§ Recorded information
────

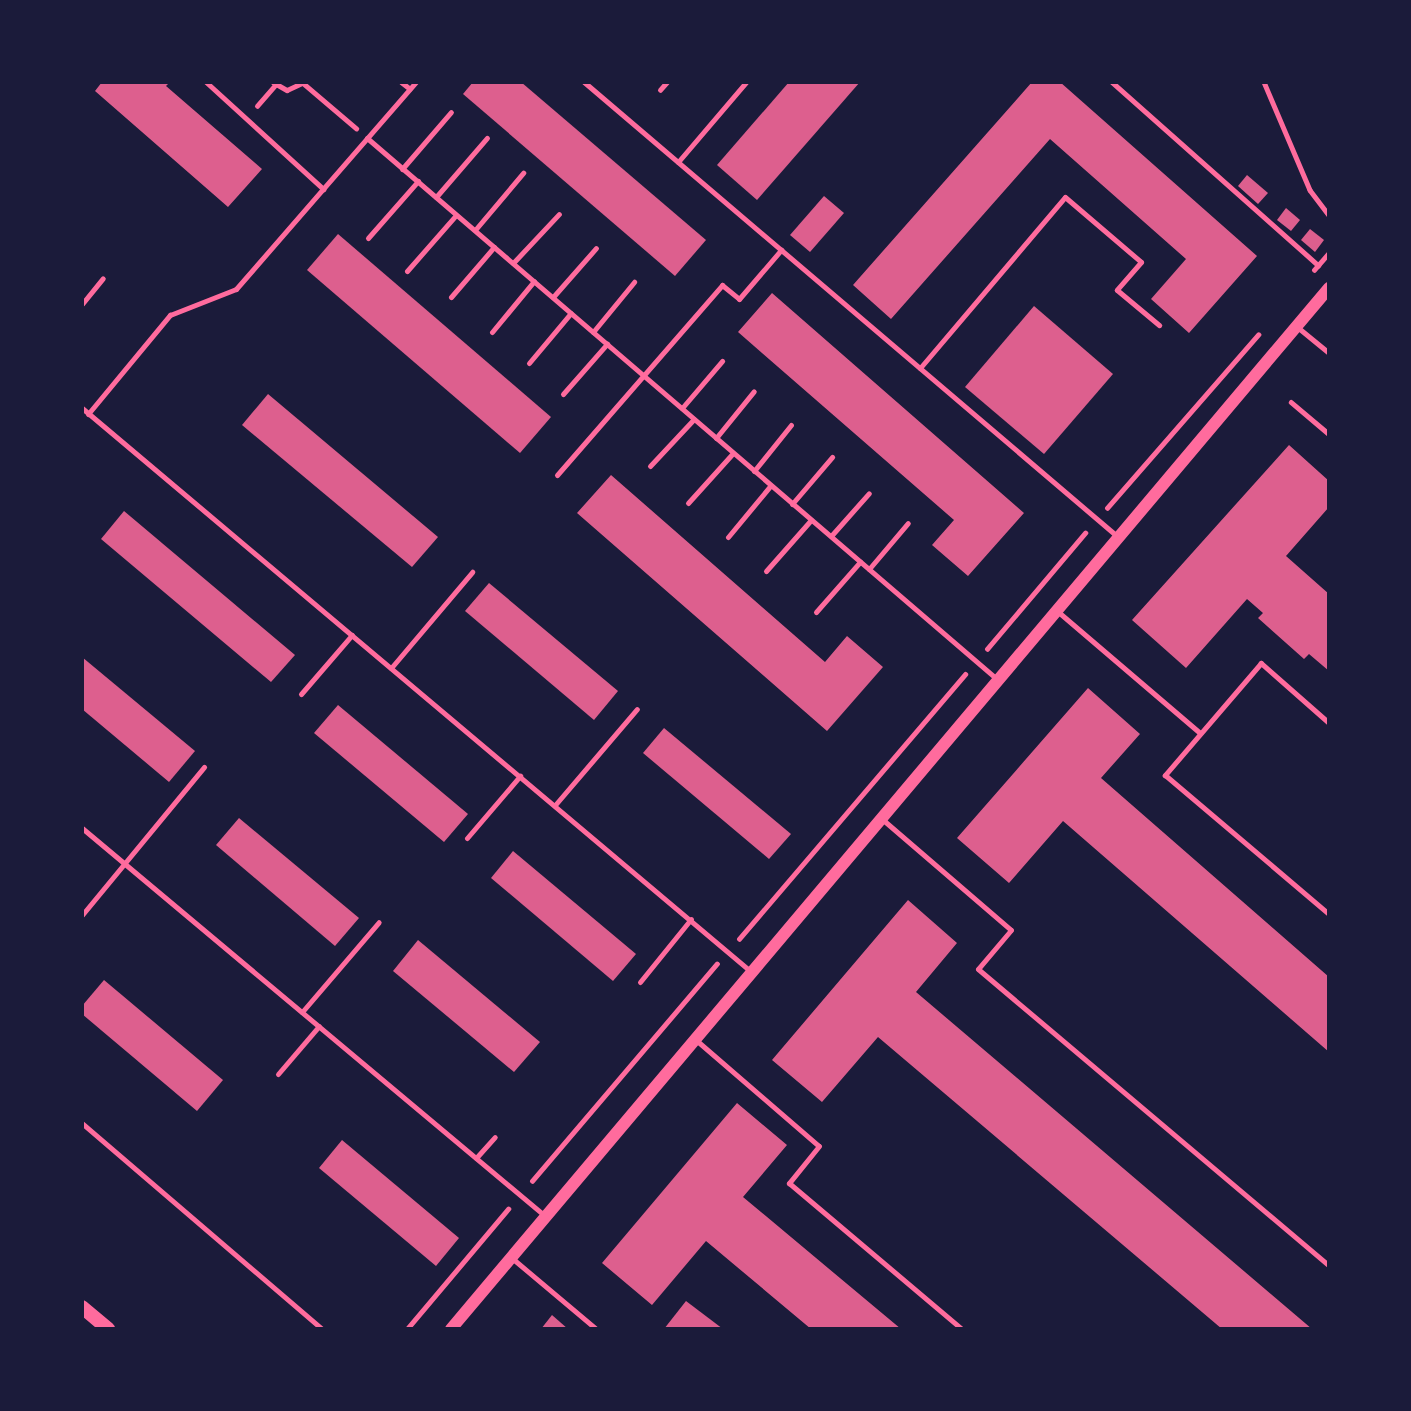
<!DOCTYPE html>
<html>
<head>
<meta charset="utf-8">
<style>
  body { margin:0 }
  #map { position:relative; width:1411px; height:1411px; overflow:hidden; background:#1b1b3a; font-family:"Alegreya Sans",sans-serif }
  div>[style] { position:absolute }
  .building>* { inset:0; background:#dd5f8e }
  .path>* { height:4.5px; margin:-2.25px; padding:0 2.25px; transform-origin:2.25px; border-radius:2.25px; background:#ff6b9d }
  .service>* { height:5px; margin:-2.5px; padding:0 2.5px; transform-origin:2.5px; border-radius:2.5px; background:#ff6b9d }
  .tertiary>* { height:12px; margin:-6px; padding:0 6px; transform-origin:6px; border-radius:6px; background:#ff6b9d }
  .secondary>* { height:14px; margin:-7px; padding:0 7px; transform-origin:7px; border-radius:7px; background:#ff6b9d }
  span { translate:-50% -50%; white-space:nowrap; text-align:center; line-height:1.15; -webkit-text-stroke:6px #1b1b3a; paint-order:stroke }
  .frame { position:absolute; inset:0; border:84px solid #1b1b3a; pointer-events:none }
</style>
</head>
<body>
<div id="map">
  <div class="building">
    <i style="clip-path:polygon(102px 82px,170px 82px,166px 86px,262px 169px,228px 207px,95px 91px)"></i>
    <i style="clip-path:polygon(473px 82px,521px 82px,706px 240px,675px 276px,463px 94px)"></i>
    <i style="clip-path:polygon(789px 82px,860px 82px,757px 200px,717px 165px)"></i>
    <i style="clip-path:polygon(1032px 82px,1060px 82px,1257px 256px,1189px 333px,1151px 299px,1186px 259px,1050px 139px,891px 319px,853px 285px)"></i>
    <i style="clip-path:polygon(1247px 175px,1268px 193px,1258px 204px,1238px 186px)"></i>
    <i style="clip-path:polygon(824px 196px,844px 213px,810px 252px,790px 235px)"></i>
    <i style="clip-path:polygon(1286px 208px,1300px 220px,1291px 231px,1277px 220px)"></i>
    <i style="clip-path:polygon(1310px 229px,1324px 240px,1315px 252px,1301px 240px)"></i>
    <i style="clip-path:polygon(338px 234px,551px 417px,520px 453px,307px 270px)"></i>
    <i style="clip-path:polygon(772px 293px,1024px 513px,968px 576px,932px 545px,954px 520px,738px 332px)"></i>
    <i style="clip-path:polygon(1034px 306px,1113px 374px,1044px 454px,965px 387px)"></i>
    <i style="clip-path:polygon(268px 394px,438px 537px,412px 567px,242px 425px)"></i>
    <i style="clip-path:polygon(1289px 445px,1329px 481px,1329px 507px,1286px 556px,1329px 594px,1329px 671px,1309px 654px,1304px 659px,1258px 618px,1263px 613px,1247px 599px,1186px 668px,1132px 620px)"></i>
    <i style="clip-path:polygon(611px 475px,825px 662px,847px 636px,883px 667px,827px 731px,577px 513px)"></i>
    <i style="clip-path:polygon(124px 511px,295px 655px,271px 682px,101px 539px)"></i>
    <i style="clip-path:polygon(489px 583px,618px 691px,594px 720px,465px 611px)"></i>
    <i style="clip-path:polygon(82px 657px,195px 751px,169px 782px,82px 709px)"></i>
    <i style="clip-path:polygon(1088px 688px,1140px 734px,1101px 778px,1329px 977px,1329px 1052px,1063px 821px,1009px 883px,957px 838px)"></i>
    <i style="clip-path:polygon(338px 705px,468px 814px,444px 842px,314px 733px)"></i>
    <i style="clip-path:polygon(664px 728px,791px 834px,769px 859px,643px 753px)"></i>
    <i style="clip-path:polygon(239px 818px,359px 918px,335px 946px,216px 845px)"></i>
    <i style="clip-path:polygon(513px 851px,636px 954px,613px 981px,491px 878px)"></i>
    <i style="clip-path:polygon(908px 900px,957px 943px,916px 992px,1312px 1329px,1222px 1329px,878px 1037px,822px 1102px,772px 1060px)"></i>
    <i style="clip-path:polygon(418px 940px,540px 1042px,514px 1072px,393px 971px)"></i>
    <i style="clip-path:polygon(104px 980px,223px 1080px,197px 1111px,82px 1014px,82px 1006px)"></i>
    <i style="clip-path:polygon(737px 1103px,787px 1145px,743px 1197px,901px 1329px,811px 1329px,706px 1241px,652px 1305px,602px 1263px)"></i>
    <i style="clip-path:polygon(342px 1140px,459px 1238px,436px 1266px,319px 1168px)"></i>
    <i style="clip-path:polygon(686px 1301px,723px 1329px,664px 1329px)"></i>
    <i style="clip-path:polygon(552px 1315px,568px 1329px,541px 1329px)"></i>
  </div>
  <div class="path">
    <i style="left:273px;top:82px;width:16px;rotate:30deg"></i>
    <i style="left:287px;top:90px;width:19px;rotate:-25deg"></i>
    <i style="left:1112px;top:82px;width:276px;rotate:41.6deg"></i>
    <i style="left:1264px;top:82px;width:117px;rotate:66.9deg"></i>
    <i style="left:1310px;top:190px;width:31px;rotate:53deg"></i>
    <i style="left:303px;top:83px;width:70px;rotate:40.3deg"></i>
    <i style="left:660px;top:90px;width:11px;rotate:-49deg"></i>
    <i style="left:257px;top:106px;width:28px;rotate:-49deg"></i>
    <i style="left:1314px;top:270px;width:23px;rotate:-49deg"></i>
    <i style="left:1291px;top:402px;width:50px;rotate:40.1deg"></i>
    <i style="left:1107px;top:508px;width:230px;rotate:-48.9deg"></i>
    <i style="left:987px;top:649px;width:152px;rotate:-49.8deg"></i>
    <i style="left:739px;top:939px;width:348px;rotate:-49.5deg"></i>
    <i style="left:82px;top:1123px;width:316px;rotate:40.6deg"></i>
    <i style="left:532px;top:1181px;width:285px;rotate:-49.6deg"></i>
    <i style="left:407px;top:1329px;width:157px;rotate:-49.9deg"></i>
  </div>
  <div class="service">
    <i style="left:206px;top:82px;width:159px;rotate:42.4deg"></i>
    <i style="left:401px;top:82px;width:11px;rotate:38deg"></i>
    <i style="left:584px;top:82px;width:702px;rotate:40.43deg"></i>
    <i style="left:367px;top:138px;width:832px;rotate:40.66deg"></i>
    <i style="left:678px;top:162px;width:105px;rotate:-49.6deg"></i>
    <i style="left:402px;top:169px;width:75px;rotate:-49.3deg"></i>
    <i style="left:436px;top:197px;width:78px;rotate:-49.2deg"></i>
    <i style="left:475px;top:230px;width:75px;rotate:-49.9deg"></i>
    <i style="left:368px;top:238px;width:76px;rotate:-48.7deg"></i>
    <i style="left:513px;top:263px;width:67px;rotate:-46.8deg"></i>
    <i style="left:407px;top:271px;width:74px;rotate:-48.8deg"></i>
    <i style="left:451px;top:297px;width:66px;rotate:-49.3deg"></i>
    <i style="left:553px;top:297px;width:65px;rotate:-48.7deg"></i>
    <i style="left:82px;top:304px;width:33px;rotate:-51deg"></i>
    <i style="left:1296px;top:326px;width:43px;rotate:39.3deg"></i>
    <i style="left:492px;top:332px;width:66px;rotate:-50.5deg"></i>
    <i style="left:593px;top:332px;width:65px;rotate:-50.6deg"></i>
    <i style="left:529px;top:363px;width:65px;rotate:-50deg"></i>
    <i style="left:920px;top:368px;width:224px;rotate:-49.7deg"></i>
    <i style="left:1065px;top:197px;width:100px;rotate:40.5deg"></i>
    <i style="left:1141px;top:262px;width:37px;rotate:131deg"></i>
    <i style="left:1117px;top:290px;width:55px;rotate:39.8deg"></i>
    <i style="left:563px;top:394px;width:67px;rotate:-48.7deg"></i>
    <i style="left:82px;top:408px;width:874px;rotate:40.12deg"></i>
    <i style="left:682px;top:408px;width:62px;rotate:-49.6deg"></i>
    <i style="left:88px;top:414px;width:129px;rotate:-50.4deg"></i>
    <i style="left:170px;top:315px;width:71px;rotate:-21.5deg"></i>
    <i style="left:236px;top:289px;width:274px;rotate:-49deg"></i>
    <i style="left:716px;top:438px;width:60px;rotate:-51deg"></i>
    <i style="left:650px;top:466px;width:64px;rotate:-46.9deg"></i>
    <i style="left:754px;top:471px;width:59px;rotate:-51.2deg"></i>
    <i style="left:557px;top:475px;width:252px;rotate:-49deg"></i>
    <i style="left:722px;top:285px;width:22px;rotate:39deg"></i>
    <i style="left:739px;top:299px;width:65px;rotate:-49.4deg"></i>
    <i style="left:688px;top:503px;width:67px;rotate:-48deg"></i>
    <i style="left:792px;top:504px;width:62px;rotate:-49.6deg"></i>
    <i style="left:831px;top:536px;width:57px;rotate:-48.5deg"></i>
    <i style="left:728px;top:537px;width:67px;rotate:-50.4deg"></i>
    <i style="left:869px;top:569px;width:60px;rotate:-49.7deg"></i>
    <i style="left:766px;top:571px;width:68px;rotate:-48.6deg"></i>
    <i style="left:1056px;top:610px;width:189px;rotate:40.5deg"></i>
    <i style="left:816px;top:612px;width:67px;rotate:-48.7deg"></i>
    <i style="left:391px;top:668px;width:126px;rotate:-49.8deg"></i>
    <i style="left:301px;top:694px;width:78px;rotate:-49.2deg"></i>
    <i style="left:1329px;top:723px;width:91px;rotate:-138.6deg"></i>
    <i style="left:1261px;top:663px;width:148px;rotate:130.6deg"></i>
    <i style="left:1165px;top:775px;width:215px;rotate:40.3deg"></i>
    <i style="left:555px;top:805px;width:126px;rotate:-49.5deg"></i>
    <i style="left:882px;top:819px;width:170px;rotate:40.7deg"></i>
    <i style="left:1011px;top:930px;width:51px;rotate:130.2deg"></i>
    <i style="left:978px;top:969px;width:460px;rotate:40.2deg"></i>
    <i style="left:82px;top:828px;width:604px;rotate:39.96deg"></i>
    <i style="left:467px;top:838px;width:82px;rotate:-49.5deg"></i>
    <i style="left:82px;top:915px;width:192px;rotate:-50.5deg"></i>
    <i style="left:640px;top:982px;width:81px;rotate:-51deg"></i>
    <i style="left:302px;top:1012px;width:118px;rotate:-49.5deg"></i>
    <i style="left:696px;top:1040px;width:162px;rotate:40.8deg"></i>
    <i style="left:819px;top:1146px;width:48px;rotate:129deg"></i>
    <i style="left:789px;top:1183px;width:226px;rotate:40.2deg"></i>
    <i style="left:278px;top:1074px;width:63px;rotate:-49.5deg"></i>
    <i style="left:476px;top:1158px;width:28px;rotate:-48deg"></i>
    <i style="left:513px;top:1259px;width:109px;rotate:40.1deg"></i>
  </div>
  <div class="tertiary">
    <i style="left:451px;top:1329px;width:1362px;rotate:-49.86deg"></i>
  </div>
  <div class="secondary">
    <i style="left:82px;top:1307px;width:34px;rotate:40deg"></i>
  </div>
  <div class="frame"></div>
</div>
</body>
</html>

────

§ What you need to do
Please give again, exactly and only, the lines from the top of the listing above through the line that has "height:4.5px; margin:-2.25px; padding:0", with pictures left out.

§ Answer space
<!DOCTYPE html>
<html>
<head>
<meta charset="utf-8">
<style>
  body { margin:0 }
  #map { position:relative; width:1411px; height:1411px; overflow:hidden; background:#1b1b3a; font-family:"Alegreya Sans",sans-serif }
  div>[style] { position:absolute }
  .building>* { inset:0; background:#dd5f8e }
  .path>* { height:4.5px; margin:-2.25px; padding:0 2.25px; transform-origin:2.25px; border-radius:2.25px; background:#ff6b9d }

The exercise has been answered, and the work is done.